Evolutionary potential of the monkeypox genome arising from interactions with human APOBEC3 enzymes

Abstract

APOBEC3, an enzyme subfamily that plays a role in virus restriction by generating mutations at particular DNA motifs or mutational 'hotspots', can drive viral mutagenesis with host-specific preferential hotspot mutations contributing to pathogen variation. While previous analysis of viral genomes from the 2022 Mpox (formerly Monkeypox) disease outbreak has shown a high frequency of C>T mutations at TC motifs, suggesting recent mutations are human APOBEC3-mediated, how emerging monkeypox virus (MPXV) strains will evolve as a consequence of APOBEC3-mediated mutations remains unknown. By measuring hotspot under-representation, depletion at synonymous sites, and a combination of the two, we analyzed APOBEC3-driven evolution in human poxvirus genomes, finding varying hotspot under-representation patterns. While the native poxvirus molluscum contagiosum exhibits a signature consistent with extensive coevolution with human APOBEC3, including depletion of TC hotspots, variola virus shows an intermediate effect consistent with ongoing evolution at the time of eradication. MPXV, likely the result of recent zoonosis, showed many genes with more TC hotspots than expected by chance (over-representation) and fewer GC hotspots than expected (under-representation). These results suggest the MPXV genome: (1) may have evolved in a host with a particular APOBEC GC hotspot preference, (2) has inverted terminal repeat (ITR) regions-which may be exposed to APOBEC3 for longer during viral replication-and longer genes likely to evolve faster, and therefore (3) has a heightened potential for future human APOBEC3-meditated evolution as the virus spreads in the human population. Our predictions of MPXV mutational potential can both help guide future vaccine development and identification of putative drug targets and add urgency to the task of containing human Mpox disease transmission and uncovering the ecology of the virus in its reservoir host.

Keywords: APOBEC; computational biology; evolution; mokeypox; virus.

Figure 1.

Plots of CDUR statistics (CDUR plots) for TC hotspot under representation (horizontal axis) and amino acid replacement (vertical axis) for genes of human poxviruses. (A) Molluscum contagiosum virus (MCV), (B) Monkeypox virus (MPXV), (C) Vaccinia virus (VACV), and (D) Variola virus (VARV). Red dot indicates the mean.

Figure 2.

CDUR plots for non-TC hotspots in Monkeypox virus, showing, for each gene, the hotspot under representation (horizontal axis) and amino acid replacement (vertical axis). Each plot shows results for a different hotspot: (A) GC hotspots, (B) CC hotspots, and (C) AC hotspots.

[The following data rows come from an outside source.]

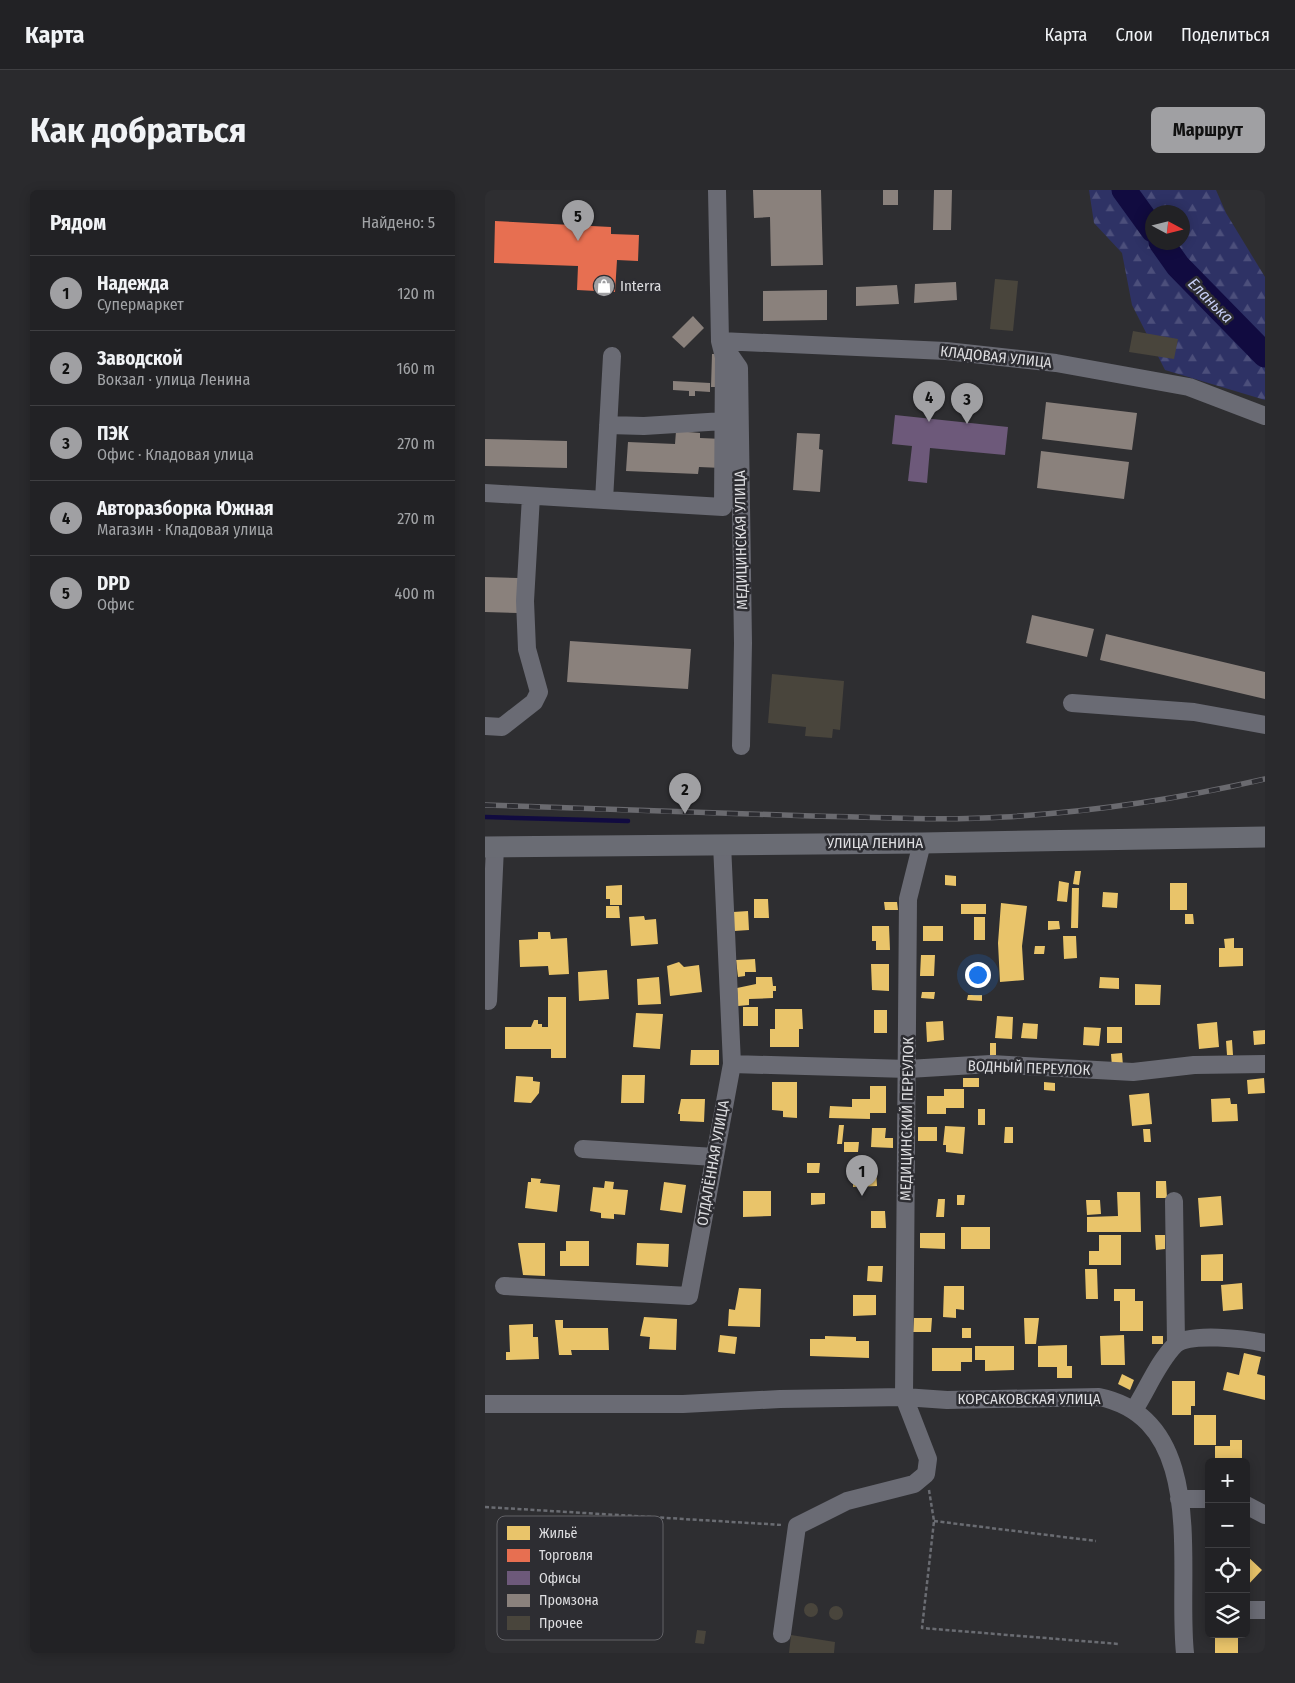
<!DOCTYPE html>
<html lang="ru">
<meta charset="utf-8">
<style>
body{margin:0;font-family:"Fira Sans Condensed",sans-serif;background:#2a2a2d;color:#f1f3f6}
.controls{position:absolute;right:15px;bottom:15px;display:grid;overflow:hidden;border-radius:8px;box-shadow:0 2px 12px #0003}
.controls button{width:45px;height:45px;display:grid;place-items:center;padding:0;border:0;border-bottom:1px solid #3f3f42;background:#222225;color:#f1f3f6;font:25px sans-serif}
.compass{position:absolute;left:660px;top:15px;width:45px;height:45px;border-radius:50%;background:#222225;box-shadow:0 2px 12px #0003;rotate:97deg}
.you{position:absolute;left:492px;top:784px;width:18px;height:18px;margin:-12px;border:4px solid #fff;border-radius:50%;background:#1a73e8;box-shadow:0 0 0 8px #1a73e833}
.badge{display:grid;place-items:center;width:32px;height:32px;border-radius:50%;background:#a0a0a3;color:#111;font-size:16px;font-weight:700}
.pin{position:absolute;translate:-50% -41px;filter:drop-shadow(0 1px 2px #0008)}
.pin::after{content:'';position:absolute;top:26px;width:18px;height:15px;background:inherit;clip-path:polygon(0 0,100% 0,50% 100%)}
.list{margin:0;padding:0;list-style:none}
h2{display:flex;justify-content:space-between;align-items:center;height:65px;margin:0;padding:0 20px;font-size:21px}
h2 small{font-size:16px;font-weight:400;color:#a2a4a7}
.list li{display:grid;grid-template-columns:32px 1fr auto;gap:15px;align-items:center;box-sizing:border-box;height:75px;padding:0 20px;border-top:1px solid #3f3f42}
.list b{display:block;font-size:19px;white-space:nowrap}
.list p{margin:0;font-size:16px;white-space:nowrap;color:#a2a4a7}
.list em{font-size:16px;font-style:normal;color:#a2a4a7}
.icon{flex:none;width:28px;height:28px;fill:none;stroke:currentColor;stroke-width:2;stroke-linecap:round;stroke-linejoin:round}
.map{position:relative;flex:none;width:780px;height:1463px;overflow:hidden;border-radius:8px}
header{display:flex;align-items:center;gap:30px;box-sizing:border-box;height:70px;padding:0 25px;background:#222225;border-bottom:1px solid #3f3f42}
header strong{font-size:24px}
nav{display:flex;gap:28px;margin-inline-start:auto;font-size:18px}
.intro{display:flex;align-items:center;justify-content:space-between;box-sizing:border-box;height:120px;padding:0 30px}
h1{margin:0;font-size:35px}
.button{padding:12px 22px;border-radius:8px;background:#a0a0a3;color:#111;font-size:18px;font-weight:700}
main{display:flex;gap:30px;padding:0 30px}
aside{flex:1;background:#222225;border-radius:8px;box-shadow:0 2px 12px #0003}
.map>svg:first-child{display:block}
.forest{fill:url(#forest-firs);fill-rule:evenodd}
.homes{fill:#e9c46a}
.shops{fill:#e76f51}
.offices{fill:#6d597a}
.industry{fill:#8a817c}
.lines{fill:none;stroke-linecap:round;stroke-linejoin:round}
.stream{stroke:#110b40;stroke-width:4.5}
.river{stroke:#110b40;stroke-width:25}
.building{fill:#49453c}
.path{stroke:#6a6c72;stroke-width:2.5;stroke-dasharray:4 2.5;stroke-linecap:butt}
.minor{stroke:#6a6b74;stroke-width:18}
.major{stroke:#6a6c74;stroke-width:21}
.rail-casing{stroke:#6a6a6f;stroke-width:5.5}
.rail{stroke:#2d2d32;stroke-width:4;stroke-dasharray:11;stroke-linecap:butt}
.labels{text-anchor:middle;stroke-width:5;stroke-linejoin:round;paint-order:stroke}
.poi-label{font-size:15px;fill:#dedee1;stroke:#2d2d32;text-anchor:start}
.street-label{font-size:15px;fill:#dedee1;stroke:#2d2d32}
.water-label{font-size:16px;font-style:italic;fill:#c6cef4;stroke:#2d2d32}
.key{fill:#2d2d32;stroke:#626267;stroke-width:1}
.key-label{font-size:14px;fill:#dedee1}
</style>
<header>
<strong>Карта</strong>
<nav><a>Карта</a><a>Слои</a><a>Поделиться</a></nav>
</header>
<div class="intro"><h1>Как добраться</h1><a class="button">Маршрут</a></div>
<main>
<aside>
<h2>Рядом<small>Найдено: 5</small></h2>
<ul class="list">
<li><span class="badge">1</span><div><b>Надежда</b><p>Супермаркет</p></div><em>120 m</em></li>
<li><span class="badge">2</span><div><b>Заводской</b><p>Вокзал · улица Ленина</p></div><em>160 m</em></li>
<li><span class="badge">3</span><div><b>ПЭК</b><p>Офис · Кладовая улица</p></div><em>270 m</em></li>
<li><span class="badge">4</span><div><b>Авторазборка Южная</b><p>Магазин · Кладовая улица</p></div><em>270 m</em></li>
<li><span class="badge">5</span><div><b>DPD</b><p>Офис</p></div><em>400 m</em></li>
</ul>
</aside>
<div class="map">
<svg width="780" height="1463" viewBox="0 0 780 1463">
<defs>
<pattern id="forest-firs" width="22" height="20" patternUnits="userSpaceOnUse" patternTransform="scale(1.25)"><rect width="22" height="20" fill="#2e3265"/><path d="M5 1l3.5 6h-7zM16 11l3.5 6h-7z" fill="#4c4f7b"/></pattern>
</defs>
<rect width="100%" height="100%" fill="#2e2e31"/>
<!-- forest -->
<path class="forest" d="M604,0h127l10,23 39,64v123l-100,-30 -33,-65 -10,-52 -28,-30zM668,22h30v30h-30z"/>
<!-- homes -->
<path class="homes" d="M590,681h6l-2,14 -6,-1z
M460,685l11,1v10l-11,-1z
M574,691l10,2 -2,19 -10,-1z
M685,693h17v27h-17z
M137,695v20h-12v-6h-4v-13z
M587,698h7l-1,40h-7z
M618,702l15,1 -1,15 -15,-1z
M269,709h14l1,19h-15z
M399,712h13l1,8h-13z
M516,713l26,3 -5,40 2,34 -24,2 -2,-39z
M476,714h25v10h-25z
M121,716h13l1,12h-14z
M263,721l1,19 -15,1 -1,-19z
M700,724h8l1,10h-9z
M159,726l1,4 11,-1 2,25 -27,2 -2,-29z
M489,727h11v23h-11z
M563,731h11l1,8 -12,1z
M387,736h17l1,24h-14v-9h-4z
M438,736h20v15h-20z
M53,742h12l1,7 16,-1 2,36 -20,1 -1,-9 -28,1 -1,-27 19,-1z
M578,746h13l1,22 -13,1z
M749,748v10h9v18l-24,1v-19h6l-1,-9z
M550,756h10l-1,8h-10z
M436,765h14l-1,21h-14z
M270,769l1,13h-11v4l-7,1 -2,-17z
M194,772l5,5 15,-2 3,27 -32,4 -3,-30z
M386,774h18v27l-17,-1z
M122,780l2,29 -30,2 -1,-29z
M174,787l2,27 -23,1 -1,-26z
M271,787h16l1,9h3v5h-3v7l-24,1v6l-11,1 -1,-18 19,-4z
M615,787l19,1v11l-20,-1z
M650,794l26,1 -1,20h-25z
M437,802h13l-1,7 -13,-1z
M483,805h14v6l-15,-1z
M63,807h18v61h-15v-9h-46v-22h26l3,-7h4v4h4v3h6z
M258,817h15v19h-15z
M290,819h27l1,20h-4v18h-29v-18h5z
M389,820h13v23h-13z
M151,823l27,1 -3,35 -27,-2z
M512,826l16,1 -1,22 -17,-1z
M458,831l1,19 -17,2 -1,-20z
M732,832l2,25 -20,2 -2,-25z
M538,833l15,1 -1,15 -16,-1z
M599,837l17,1 -2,18 -16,-1z
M622,837h15v16h-15z
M780,840v14l-11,1 -1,-14z
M747,850l1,15h-6l-1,-14z
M505,853h6v12h-6z
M206,860h28v15h-29z
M637,863l1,13 -11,1 -1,-13z
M137,885h23l-1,28h-23z
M31,886l17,1v4l7,1 -1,11 -8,10 -17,-1z
M478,888h16v9h-16z
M779,888l1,15 -17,1 -1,-14z
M287,892h25v36l-14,-1v-6l-11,-1z
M559,892l11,1v8l-11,-1z
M385,896h16v27h-16v6l-41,-1 1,-12 22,1v-8h18z
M459,899h20v19h-18v6h-19v-18h17z
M664,903l3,31 -20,2 -3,-31z
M745,908l1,6h6l1,17 -26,1 -1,-23z
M196,909h24l-1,23 -24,-1v-7h-2z
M493,919h7v16h-7z
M354,935h5l-2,19h-5z
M460,936l20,1 -2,27 -17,-2v-7h-3z
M433,937h19v14h-19z
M520,937h8v16h-9z
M387,938h14l-1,10h8v10l-22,-1z
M658,939h7l1,13h-7z
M359,952h15l-1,10h-14z
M322,973h13l-1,10h-12z
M368,979h23l1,17 -24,1z
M46,988l10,1 -1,4 20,2 -3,27 -32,-4 3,-26h3z
M120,991l9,1 -1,7 15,1 -3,25 -11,-1v5l-13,-1v-5l-11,-2 3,-24 11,1z
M671,991h10l1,17h-11z
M179,992l22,3 -4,28 -22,-3z
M258,1001h28v25l-28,1z
M632,1002h23l1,40h-54v-15l31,-1z
M326,1003h14v11l-14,1z
M472,1005h8l-1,10h-7z
M736,1006l2,29 -23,2 -2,-29z
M453,1009h7l-1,18h-8z
M601,1010h14l1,14 -14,1z
M386,1021h14l1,17h-15z
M476,1037h29v22h-29z
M435,1043h25v16l-25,-1z
M614,1045h22v30h-32v-14h10z
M670,1045h10v14l-9,1z
M81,1051h23v25h-29v-15h6z
M33,1053h27v33l-22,-1z
M152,1053l32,1 -1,23 -32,-2z
M738,1064v27h-22v-26z
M383,1076h15l-1,16 -15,-1z
M600,1079h12l1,30h-12z
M757,1093l1,26 -20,2 -2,-26z
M459,1096h20v24l-8,-1v9l-13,-1z
M254,1098l22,1 -1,38 -32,-1 1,-17 6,1z
M629,1099h21v12h8v30h-23v-30h-6z
M368,1105h23v20l-23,1z
M159,1127l33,2 -1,31 -27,-1 1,-12 -10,-1z
M429,1128h18l-1,14h-18z
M539,1128h15l-3,26h-11z
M70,1130h8v8h45l1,22h-38l1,5h-13z
M48,1134v13h5l1,22 -33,1v-8h4l-1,-27z
M477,1138h9v10h-9z
M235,1145l17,2 -2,17 -17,-2z
M639,1145l1,30h-24l-1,-29z
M340,1146l31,1v4h13v17l-59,-2v-17h15z
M667,1146h11v8h-11z
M582,1155v21h5v12h-15v-11h-19v-21z
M490,1156h39v24l-29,1v-11h-10z
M447,1158h40v14h-11v9h-29z
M759,1163l17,4 -4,17 8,2v24l-42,-10 4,-18 12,3z
M637,1184l12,6 -4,10 -12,-6z
M687,1191h23v25h-4v9h-19z
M709,1225h22v30h-22z
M745,1250h12v22l-27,-1v-15h15z
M761,1365l16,15 -16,17z
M730,1448h23v15h-23z"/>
<!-- shops -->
<path class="shops" d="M10,31l116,6v7l28,1 -1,26 -21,-1 -2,32 -38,-2 1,-24 -84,-3z"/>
<!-- offices -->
<path class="offices" d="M410,225l113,12 -3,28 -75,-7 -3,35 -19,-2 4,-35 -20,-2z"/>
<!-- industry -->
<path class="industry" d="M268,0h68l2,75 -52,1 -1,-49 -16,1z
M398,0h15v15h-15z
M449,0h18l-1,40h-18z
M471,92l1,18 -43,3 1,-19z
M412,95l2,19 -43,2v-19z
M342,100v30l-64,1v-30z
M208,126l11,12 -20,20 -12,-11z
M227,164h7l-1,33h-7z
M188,191l37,2v9l-15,-1v5h-6v-5l-16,-1z
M561,212l91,11 -5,37 -90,-11z
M191,241l24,2v5l23,1 -1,29 -23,-1 -1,7 -72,-3 2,-29 47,2z
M312,243l23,1 -1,15 4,1 -3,42 -27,-2z
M0,249l82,2v27l-82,-2z
M556,261l88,11 -5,37 -87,-11z
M0,387l33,1v35l-33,-1z
M547,425l62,14 -7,28 -61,-14z
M621,444l159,38v27l-165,-39z
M85,451l121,8 -3,40 -121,-7z"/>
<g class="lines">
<!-- stream -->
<path class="stream" d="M0,627l143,4"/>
<!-- river -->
<path class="river" d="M639,0l29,40
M676,52l17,24 87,89"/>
</g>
<!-- building -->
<path class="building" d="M510,89l23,2 -5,50 -23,-2z
M648,141l45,8 -4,20 -45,-7z
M287,484l72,7 -4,49 -7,-1 -1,9 -27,-2 1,-9 -38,-4z
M319 1420a7 7 0 1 1 14 0a7 7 0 1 1-14 0Z
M344 1423a7 7 0 1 1 14 0a7 7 0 1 1-14 0Z
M212,1440l9,1 -2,13 -9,-1z
M306,1445l44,7 -1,11h-45z"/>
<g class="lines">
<!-- path -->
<path class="path" d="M444,1300l5,31 -12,107 197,16
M0,1317l298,18
M449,1331l162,20"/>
<!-- minor -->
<path class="minor" d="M235,151l226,10 110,12 133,24 76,29
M238,155l16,23 4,275 -2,103
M123,235l36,1 80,-5
M0,303l119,7 8,-144
M119,310l119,7 1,-150 -4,-16 -3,-151
M587,513l122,9 71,13
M0,536l17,1 32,-25 5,-10 -12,-43 -2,-48 6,-105
M3,811l7,-154
M247,874l176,5 83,-5 142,8 61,-7 71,-1
M98,959l132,8
M689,1011l2,142
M19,1096l185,10 43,-232 -10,-220
M0,1214h198l97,-5 124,-2 43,3 152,-3c111,23 77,173 86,256
M649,1220c13,-20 24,-48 41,-65 13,-13 72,-6 90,-2
M694,1309h30
M761,1315l19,10
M761,1420h19
M297,1444l15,-108 50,-25 67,-17 12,-10 2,-15 -24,-62 4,-498 14,-56"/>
<!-- major -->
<path class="major" d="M0,657l437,-4 343,-6"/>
<!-- rail casing -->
<g class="rail-casing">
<path id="rail" d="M0,615c109,4 218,8 327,11 64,1 128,5 192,1 89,-5 175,-18 261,-38"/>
</g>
<!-- rail -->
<use href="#rail" class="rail"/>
</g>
<!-- icons -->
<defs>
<g id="shop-disc" transform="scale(1.125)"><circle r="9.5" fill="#a0a0a3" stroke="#2d2d32"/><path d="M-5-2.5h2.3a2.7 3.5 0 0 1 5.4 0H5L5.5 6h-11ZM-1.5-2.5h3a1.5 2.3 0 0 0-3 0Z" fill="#fff"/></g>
</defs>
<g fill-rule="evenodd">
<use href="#shop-disc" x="119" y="96"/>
</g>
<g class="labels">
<!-- poi labels -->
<g class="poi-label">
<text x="135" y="101">Interra</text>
</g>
<!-- street labels -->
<g class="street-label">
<text transform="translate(511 167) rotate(6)" y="5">КЛАДОВАЯ УЛИЦА</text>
<text transform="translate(256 350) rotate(-91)" y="5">МЕДИЦИНСКАЯ УЛИЦА</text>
<text x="390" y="658">УЛИЦА ЛЕНИНА</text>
<text transform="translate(544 878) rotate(2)" y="5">ВОДНЫЙ ПЕРЕУЛОК</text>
<text transform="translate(422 929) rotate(-89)" y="5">МЕДИЦИНСКИЙ ПЕРЕУЛОК</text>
<text transform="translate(228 973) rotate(-80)" y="5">ОТДАЛЁННАЯ УЛИЦА</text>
<text x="544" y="1214">КОРСАКОВСКАЯ УЛИЦА</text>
</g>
<!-- water labels -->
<g class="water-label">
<text transform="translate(726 110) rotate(45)" y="6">Еланька</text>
</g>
</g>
<!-- legend -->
<rect x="12" y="1326" width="166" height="124" rx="8" class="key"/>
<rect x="22" y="1336" width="23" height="14" fill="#e9c46a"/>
<rect x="22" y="1359" width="23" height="13" fill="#e76f51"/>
<rect x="22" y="1381" width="23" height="14" fill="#6d597a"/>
<rect x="22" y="1404" width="23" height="13" fill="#8a817c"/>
<rect x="22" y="1426" width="23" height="14" fill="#49453c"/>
<g class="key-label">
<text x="54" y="1348">Жильё</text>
<text x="54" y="1370">Торговля</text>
<text x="54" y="1393">Офисы</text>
<text x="54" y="1415">Промзона</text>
<text x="54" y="1438">Прочее</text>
</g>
</svg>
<div class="controls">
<button>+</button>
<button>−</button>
<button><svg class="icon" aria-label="locate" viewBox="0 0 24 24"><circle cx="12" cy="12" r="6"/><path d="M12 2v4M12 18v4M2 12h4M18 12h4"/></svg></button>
<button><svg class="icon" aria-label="layers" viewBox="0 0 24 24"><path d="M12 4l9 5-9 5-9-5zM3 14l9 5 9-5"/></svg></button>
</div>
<svg class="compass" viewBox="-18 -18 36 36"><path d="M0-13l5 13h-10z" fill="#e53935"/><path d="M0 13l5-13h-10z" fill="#a2a4a7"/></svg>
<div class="you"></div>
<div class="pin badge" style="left:377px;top:1006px">1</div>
<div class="pin badge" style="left:200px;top:624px">2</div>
<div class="pin badge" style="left:482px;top:234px">3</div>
<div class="pin badge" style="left:444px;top:232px">4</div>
<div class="pin badge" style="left:93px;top:51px">5</div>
</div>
</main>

Red dot indicates the mean.

Figure 3.

On the left are plots of Monkeypox gene length (log10) vs (A1) the CDUR plot ‘distance from the top left corner’ measure of evolutionary potential for TC hotspots, (B1) TC hotspot under representation, and (C1) amino acid replacement. One the right are equivalent plots for GC hotspots, showing Monkeypox gene length (log10) vs (A2) the CDUR plot ‘distance from the top left corner’, (B2) GC hotspot under representation, and (C2) amino acid replacement.

Figure 4.

(A) CDUR plot of TC hotspot under representation (horizontal axis) and amino acid replacement (vertical axis) for MPXV-UK_P2. Triangles are genes within the repeat regions (ITR) and red points are mutated genes. (B) Rolling average of mutations from MPXV-UK_P2 over nucleotide position with a window of 1k nb. Red lines indicate end of repeat regions.

Figure 5.

G+C content histograms and averages of (A) Molluscum contagiosum virus, (B) Vaccinia virus, (C) Variola virus, (D) Monkeypox virus, and (E) MPXV-UK_P2. Red lines indicate the average G+C content.

Figure 6.

Plot of CDUR statistics for CC hotspot under representation (horizontal axis) and amino acid replacement (vertical axis) for genes of Molluscum contagiosum. Red dot indicates the mean.